▶ **Entries shown**:
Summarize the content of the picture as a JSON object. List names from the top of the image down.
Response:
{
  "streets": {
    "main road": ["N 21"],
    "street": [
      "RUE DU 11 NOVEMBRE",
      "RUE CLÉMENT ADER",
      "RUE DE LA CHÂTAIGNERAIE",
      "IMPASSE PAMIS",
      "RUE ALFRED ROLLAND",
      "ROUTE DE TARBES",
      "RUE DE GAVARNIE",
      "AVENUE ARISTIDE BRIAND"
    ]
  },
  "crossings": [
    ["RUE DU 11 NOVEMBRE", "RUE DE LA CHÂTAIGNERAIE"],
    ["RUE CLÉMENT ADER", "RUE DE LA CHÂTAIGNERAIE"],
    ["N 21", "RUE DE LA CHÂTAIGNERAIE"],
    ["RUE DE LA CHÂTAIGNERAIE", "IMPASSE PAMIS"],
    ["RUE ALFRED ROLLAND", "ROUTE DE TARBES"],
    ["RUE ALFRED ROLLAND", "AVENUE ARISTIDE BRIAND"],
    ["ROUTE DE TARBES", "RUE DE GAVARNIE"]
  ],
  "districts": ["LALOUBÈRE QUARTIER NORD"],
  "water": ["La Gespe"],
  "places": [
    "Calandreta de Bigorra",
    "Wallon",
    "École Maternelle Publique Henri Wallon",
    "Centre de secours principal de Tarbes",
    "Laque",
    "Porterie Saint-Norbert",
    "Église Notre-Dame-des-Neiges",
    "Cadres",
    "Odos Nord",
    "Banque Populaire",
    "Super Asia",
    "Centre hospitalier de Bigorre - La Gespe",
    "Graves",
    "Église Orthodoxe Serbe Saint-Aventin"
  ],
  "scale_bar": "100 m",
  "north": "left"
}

▶ **About this task**:
Looking at the records above, please work out how many lines contain "ROUTE" and state only that number.

▶ **Answer box**:
3